June 11, 2007


Evolution and dissent (David K. DeWolf, June 11, 2007, Boston Globe)

You might think that a public high school is a poor venue for controversies in science. But even in higher education political and ideological agendas are threatening academic freedom. For example, Guillermo Gonzalez, a talented astronomer at Iowa State University, was recently denied tenure. Gonzalez has published 68 scientific papers, more than three times the number normally expected for tenure in his department. His college textbook on astronomy was published by Cambridge University Press. His work has been featured in top scientific journals, including a cover story in Scientific American.

But in 2004 Gonzalez co authored a book, "The Privileged Planet: How Our Place in the Cosmos is Designed for Discovery," which made the case for attributing the life-sustaining features of our planet to something other than random chance. This was too much for some colleagues at ISU. A petition was circulated by a religious studies professor and signed by 120 colleagues, affirming their rejection of "all attempts to represent intelligent design as a scientific endeavor."

Some may have the illusion that science is devoid of politics. But whether we debate the efficacy of a pharmaceutical drug, the risks of electromagnetic radiation, or the potential benefit of embryonic stem cells, financial and ideological agendas are not easily set aside.
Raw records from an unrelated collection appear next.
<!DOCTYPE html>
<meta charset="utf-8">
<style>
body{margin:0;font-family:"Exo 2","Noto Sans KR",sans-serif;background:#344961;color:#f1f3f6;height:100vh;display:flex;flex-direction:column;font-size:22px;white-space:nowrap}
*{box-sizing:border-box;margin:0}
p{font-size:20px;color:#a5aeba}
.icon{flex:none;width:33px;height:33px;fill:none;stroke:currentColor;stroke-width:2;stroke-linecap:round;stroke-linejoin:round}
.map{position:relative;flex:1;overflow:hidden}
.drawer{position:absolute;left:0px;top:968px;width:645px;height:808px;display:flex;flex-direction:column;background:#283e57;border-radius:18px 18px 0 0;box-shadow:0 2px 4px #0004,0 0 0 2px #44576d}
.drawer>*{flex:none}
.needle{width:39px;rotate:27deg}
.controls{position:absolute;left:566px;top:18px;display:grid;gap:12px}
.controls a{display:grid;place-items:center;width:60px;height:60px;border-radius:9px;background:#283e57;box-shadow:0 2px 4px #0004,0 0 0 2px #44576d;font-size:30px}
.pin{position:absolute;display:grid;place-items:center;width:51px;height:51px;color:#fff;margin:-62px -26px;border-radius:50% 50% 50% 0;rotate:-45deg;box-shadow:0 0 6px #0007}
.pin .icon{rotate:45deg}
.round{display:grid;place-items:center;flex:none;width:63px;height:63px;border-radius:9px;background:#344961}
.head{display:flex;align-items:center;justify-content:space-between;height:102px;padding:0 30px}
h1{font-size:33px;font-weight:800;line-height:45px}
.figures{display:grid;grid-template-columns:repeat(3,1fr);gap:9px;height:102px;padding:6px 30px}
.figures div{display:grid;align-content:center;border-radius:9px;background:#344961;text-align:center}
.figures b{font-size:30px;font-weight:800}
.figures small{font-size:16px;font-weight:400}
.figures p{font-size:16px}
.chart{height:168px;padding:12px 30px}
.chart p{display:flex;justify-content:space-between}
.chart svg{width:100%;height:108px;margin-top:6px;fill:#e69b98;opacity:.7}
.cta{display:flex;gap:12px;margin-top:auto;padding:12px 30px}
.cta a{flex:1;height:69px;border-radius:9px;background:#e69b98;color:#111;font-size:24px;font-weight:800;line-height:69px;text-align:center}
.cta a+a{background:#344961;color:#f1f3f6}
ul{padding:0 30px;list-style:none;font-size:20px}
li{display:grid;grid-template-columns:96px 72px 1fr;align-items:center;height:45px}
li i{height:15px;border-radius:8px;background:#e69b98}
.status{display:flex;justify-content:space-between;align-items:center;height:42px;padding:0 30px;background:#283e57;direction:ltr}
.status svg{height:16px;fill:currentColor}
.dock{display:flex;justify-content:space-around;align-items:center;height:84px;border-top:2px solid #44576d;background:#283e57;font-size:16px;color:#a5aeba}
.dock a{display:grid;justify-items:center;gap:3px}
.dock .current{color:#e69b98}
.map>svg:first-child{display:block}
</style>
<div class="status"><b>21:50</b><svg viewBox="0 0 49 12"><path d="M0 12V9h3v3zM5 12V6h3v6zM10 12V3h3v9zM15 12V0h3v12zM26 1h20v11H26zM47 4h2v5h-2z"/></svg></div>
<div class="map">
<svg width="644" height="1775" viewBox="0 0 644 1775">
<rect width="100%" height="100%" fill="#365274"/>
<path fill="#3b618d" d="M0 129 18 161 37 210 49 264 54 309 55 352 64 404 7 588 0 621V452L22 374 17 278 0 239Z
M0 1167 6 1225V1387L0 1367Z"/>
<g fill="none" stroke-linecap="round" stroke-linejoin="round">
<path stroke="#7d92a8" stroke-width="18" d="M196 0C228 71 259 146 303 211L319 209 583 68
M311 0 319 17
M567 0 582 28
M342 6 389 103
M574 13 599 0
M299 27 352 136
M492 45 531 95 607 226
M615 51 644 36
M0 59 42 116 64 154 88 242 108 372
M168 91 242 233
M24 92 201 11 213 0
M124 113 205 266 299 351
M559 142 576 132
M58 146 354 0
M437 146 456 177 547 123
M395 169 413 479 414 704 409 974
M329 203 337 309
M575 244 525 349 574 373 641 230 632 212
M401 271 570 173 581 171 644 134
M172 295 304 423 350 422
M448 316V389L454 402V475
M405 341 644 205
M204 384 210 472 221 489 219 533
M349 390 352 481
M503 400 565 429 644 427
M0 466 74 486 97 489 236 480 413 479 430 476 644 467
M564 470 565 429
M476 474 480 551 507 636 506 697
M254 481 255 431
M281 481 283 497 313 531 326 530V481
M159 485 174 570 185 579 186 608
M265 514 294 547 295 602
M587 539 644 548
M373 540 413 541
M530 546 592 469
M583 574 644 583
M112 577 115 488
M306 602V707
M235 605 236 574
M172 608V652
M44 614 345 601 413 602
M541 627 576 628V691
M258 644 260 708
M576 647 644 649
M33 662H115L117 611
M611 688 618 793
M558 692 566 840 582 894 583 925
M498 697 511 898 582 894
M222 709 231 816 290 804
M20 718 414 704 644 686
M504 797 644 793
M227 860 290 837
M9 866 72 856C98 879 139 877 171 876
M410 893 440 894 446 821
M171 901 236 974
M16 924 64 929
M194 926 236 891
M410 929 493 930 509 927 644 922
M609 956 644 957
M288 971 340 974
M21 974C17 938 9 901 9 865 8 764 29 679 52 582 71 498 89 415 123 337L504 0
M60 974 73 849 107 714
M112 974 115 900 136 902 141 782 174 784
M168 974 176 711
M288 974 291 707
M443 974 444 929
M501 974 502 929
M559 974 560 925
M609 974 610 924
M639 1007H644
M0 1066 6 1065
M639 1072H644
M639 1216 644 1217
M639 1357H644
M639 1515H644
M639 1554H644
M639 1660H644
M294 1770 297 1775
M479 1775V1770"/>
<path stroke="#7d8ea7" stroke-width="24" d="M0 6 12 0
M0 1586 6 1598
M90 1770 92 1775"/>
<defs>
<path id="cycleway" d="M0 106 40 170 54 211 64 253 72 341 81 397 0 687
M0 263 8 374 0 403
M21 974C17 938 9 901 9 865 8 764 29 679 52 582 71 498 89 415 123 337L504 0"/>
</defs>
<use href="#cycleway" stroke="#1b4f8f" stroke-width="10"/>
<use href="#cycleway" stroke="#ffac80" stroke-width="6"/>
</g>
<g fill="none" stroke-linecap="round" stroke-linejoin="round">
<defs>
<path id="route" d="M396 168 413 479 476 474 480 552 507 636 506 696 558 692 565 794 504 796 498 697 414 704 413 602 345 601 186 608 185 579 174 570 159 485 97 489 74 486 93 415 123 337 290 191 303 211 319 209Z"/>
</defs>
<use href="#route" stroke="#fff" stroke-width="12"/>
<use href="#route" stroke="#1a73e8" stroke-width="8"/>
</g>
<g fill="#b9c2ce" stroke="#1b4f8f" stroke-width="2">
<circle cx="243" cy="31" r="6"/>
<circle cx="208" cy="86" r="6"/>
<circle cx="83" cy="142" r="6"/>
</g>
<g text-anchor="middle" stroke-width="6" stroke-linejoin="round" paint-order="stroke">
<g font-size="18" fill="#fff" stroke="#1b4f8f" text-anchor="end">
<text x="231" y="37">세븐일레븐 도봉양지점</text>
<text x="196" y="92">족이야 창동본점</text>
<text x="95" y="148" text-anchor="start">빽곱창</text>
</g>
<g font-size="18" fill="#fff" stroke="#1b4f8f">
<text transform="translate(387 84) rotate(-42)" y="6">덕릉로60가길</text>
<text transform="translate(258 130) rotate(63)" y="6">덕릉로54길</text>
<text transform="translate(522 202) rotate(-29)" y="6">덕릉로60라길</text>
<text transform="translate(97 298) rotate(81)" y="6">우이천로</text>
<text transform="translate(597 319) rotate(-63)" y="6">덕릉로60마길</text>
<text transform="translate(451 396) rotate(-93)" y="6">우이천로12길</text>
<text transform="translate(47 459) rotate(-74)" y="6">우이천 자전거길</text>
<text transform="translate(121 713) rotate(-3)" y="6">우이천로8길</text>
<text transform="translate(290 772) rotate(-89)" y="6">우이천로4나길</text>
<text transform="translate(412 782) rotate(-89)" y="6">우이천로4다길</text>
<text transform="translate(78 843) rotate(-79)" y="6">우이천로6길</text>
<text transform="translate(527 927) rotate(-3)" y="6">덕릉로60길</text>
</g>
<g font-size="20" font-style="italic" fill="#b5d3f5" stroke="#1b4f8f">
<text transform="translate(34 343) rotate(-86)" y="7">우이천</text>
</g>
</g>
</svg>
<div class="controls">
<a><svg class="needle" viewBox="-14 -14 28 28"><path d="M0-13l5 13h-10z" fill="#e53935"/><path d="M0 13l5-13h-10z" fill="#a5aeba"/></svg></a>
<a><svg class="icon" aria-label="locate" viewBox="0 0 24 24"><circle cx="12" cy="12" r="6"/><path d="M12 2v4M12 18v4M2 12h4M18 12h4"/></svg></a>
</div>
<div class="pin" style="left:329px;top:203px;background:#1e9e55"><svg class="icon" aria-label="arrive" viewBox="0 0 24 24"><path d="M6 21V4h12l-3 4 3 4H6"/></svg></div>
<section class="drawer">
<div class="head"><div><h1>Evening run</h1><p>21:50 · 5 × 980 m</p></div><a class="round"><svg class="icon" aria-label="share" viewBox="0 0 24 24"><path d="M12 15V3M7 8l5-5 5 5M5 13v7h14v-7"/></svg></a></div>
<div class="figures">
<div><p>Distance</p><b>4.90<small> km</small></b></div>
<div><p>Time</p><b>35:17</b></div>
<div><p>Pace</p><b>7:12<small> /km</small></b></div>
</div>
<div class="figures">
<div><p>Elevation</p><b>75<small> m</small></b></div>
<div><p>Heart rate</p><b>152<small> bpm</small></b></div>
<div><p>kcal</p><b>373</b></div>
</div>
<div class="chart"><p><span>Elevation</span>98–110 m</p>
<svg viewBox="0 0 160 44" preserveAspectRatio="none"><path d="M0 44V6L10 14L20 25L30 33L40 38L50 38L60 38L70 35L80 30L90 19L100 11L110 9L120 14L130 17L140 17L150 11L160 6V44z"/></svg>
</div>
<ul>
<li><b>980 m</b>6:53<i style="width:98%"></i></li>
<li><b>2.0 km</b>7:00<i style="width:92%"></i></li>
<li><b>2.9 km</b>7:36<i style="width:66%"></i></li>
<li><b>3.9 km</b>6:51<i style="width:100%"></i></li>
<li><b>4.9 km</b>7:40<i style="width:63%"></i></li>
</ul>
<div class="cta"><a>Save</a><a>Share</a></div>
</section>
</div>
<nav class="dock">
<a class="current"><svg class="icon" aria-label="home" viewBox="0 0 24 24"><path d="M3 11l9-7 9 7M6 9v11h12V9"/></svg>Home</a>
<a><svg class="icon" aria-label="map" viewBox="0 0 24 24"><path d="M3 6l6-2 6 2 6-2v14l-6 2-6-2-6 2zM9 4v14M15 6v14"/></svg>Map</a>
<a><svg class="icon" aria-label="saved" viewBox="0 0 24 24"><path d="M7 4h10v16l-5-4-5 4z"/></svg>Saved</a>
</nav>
As bad as political correctness may be in the humanities and social sciences, we should be particularly alarmed by a threat to the right to dissent from the "mainstream" when it comes to scientific knowledge, often a critical component of our public policy.

In a culture where only 13% claim to believe in Darwinism, it's sort of odd to refer to the skeptics as the dissenters, even if Academia is the last redoubt of the credulous.

Posted by Orrin Judd at June 11, 2007 7:03 AM

I doubt all 120 faculty who signed the petition were physicists, so where are Gonzalez's colleagues? You know, the ones who might be expected to understand the difference between facts and opinion. Our colleges and universities are no better than our public schools in the integrity department.

I hope the ACLU is preparing a suit against the university.